Needed from the data below: all lines that contain the word "margin".

#### SUPPLIED INFORMATION ####

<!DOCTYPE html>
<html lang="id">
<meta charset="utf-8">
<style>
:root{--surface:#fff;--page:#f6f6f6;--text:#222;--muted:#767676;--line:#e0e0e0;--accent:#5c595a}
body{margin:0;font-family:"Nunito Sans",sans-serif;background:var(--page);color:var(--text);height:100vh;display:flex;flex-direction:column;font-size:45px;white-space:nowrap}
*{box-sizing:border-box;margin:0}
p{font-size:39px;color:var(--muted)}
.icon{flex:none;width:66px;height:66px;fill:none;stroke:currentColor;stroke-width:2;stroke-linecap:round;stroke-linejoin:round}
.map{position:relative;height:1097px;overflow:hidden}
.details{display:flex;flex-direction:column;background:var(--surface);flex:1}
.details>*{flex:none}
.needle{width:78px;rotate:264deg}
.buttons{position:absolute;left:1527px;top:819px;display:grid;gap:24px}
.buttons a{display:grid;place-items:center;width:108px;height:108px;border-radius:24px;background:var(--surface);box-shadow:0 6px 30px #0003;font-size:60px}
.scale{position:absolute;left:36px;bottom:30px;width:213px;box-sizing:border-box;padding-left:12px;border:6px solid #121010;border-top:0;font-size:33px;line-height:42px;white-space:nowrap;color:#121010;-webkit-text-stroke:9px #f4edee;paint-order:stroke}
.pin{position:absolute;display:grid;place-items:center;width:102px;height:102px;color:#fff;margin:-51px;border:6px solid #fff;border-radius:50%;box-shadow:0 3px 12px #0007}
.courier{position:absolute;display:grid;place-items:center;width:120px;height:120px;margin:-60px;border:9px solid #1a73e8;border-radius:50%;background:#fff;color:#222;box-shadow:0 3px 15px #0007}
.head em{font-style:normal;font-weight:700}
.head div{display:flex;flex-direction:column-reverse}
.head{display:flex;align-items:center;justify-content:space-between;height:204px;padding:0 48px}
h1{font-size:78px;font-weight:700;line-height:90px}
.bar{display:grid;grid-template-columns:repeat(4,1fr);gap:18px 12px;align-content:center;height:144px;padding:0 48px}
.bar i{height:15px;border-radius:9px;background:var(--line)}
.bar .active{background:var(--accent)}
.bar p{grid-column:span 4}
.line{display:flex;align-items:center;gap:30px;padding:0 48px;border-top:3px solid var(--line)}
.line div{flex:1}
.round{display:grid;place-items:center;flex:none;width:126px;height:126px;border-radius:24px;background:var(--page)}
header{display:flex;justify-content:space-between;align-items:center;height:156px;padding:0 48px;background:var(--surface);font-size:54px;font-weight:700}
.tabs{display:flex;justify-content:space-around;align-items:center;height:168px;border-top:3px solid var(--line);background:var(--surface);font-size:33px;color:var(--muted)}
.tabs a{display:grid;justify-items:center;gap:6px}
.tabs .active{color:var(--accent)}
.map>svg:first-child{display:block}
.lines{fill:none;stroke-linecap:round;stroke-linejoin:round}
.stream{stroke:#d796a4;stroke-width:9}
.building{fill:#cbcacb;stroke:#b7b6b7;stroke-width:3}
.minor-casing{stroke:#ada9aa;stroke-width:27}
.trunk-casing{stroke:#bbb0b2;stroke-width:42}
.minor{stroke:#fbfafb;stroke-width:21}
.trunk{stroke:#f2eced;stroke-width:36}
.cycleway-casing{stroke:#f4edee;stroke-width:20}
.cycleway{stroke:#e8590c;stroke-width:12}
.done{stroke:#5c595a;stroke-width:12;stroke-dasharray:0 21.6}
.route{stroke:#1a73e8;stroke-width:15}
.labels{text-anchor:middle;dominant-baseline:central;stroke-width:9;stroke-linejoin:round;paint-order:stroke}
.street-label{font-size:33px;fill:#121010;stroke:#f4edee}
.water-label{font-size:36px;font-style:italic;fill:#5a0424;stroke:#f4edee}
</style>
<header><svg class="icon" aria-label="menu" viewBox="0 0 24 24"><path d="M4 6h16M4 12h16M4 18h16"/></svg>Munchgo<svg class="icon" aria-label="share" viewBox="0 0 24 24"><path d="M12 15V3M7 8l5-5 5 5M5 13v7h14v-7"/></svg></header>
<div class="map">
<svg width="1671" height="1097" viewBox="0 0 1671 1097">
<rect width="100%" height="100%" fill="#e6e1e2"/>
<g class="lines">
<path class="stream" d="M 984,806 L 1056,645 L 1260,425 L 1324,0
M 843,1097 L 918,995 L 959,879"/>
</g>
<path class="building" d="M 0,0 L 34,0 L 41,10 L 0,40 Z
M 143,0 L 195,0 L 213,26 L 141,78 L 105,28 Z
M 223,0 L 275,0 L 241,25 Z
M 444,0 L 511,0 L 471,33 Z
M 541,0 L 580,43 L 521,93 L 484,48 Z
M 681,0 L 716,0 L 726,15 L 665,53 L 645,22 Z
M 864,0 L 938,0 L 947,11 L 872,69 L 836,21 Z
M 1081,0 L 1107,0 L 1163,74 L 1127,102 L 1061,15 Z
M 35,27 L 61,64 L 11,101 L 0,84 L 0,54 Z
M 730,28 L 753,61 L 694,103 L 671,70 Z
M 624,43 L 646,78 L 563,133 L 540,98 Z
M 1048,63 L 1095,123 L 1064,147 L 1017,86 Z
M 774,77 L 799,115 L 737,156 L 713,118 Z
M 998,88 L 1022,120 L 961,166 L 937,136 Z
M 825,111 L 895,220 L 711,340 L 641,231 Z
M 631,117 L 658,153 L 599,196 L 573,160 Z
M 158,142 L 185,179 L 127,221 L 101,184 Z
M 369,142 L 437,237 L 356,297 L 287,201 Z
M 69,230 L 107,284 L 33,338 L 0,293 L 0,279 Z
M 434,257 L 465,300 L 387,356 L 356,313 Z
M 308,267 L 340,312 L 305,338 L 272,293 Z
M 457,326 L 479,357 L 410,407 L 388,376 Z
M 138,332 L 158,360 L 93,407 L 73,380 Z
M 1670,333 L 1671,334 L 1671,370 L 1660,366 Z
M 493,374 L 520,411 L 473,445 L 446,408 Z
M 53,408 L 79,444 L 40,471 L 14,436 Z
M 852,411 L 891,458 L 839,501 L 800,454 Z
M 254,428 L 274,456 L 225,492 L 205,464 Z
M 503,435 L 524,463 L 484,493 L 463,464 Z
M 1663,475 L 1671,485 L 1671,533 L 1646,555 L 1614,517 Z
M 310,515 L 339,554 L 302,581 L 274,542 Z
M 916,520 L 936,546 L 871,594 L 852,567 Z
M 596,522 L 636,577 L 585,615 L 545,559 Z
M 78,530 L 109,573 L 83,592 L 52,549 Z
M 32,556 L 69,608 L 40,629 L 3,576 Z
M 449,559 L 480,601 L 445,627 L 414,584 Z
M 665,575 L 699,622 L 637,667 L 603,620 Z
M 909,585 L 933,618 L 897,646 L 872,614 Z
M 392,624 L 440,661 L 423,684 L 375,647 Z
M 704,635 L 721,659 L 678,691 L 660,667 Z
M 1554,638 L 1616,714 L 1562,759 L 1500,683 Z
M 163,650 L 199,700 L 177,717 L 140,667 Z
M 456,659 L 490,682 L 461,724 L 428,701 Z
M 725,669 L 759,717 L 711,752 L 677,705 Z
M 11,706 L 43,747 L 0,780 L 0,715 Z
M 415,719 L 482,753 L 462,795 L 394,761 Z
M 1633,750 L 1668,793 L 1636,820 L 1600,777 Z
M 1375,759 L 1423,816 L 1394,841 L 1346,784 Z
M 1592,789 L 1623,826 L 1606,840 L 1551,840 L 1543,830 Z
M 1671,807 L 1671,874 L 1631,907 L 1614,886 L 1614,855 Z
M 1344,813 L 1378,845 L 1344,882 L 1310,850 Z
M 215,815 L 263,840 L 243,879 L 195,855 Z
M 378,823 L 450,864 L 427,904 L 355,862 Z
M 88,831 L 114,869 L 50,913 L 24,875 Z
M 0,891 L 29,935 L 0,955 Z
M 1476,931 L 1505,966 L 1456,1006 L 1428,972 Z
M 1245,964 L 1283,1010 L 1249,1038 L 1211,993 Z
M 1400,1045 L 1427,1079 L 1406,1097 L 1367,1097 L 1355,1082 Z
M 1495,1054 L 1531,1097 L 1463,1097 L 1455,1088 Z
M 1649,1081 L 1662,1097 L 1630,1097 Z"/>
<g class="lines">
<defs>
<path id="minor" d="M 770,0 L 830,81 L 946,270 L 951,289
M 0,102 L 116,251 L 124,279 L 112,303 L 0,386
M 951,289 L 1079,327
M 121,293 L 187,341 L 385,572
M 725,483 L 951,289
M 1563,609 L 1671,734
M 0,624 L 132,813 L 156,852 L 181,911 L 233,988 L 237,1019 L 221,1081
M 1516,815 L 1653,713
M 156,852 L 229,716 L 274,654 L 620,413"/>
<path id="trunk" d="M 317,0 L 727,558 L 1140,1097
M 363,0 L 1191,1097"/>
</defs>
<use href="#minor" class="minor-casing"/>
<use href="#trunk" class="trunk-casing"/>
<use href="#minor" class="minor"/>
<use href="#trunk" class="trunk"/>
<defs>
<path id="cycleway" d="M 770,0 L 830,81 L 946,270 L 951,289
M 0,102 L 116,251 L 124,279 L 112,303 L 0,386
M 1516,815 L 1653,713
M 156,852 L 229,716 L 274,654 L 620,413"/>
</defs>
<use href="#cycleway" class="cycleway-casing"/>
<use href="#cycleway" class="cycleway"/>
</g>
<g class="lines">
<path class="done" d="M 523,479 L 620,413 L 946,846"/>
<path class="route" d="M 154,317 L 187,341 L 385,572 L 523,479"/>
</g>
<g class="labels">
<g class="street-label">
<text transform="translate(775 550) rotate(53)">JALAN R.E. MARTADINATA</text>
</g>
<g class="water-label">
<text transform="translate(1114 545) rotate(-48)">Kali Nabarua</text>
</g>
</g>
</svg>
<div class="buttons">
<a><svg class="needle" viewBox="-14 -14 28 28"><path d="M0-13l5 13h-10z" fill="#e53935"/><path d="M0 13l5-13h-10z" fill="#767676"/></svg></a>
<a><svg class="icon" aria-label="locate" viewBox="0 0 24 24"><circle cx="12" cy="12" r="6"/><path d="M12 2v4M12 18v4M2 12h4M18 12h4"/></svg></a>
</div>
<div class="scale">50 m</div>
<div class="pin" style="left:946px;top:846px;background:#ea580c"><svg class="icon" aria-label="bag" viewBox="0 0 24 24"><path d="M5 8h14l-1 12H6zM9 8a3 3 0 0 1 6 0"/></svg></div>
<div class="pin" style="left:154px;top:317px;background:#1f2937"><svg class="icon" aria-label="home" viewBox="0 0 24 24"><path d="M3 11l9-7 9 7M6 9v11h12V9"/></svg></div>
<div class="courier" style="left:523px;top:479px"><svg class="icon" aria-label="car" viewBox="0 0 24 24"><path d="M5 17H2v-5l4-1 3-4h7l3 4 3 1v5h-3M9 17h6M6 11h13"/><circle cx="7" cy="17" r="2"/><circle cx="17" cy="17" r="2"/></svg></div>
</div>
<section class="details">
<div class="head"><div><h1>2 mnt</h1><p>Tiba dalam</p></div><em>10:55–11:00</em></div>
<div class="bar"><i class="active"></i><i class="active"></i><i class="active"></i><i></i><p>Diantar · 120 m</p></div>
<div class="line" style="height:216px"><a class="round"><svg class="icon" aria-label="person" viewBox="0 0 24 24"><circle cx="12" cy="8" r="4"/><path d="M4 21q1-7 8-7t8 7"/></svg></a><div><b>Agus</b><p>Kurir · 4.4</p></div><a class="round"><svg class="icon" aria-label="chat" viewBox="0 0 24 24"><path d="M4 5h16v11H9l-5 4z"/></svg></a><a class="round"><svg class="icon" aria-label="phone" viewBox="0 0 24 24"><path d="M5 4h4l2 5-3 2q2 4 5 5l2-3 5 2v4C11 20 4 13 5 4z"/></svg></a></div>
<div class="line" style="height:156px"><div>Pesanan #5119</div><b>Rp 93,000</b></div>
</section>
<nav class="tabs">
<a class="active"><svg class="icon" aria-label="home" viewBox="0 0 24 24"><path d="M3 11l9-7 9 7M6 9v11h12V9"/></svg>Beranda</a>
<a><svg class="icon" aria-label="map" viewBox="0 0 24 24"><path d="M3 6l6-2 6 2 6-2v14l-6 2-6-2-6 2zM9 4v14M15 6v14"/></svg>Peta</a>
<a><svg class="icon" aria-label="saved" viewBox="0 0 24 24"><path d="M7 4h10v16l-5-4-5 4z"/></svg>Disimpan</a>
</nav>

####

_OUTPUT BELOW:_
body{margin:0;font-family:"Nunito Sans",sans-serif;background:var(--page);color:var(--text);height:100vh;display:flex;flex-direction:column;font-size:45px;white-space:nowrap}
*{box-sizing:border-box;margin:0}
.pin{position:absolute;display:grid;place-items:center;width:102px;height:102px;color:#fff;margin:-51px;border:6px solid #fff;border-radius:50%;box-shadow:0 3px 12px #0007}
.courier{position:absolute;display:grid;place-items:center;width:120px;height:120px;margin:-60px;border:9px solid #1a73e8;border-radius:50%;background:#fff;color:#222;box-shadow:0 3px 15px #0007}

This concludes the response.